On the basis of the records below, report how many lines contain the word "Aspero". Nothing else should be given.

● ● ●

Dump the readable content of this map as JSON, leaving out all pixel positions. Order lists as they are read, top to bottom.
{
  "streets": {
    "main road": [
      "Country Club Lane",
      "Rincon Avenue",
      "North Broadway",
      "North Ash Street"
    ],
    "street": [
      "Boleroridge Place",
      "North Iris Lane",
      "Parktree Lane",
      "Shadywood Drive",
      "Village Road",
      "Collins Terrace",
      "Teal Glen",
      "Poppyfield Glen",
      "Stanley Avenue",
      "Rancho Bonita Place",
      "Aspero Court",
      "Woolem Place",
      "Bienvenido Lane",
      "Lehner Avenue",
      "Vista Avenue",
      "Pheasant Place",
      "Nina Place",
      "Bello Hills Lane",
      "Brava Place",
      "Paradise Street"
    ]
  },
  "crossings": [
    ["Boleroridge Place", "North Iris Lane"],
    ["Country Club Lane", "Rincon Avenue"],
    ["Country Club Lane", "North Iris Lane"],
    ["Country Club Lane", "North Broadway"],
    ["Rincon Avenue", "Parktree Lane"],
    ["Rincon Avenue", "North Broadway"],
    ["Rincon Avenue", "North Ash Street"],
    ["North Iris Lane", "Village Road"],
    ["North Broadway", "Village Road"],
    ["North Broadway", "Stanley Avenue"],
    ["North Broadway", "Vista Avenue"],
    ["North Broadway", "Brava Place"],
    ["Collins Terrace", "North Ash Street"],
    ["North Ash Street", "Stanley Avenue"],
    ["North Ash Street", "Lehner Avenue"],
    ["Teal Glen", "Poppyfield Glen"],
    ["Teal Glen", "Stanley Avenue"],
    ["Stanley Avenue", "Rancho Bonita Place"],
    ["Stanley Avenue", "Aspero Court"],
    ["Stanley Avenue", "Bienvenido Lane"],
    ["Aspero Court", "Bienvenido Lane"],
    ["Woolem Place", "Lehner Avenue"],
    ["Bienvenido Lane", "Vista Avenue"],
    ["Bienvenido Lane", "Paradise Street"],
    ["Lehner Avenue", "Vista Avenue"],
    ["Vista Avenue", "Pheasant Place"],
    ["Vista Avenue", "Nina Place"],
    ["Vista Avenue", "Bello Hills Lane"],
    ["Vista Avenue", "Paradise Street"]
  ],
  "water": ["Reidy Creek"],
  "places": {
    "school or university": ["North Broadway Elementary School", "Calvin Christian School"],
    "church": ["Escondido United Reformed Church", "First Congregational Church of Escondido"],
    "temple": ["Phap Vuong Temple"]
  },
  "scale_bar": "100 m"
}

● ● ●

WORKED SOLUTION: 3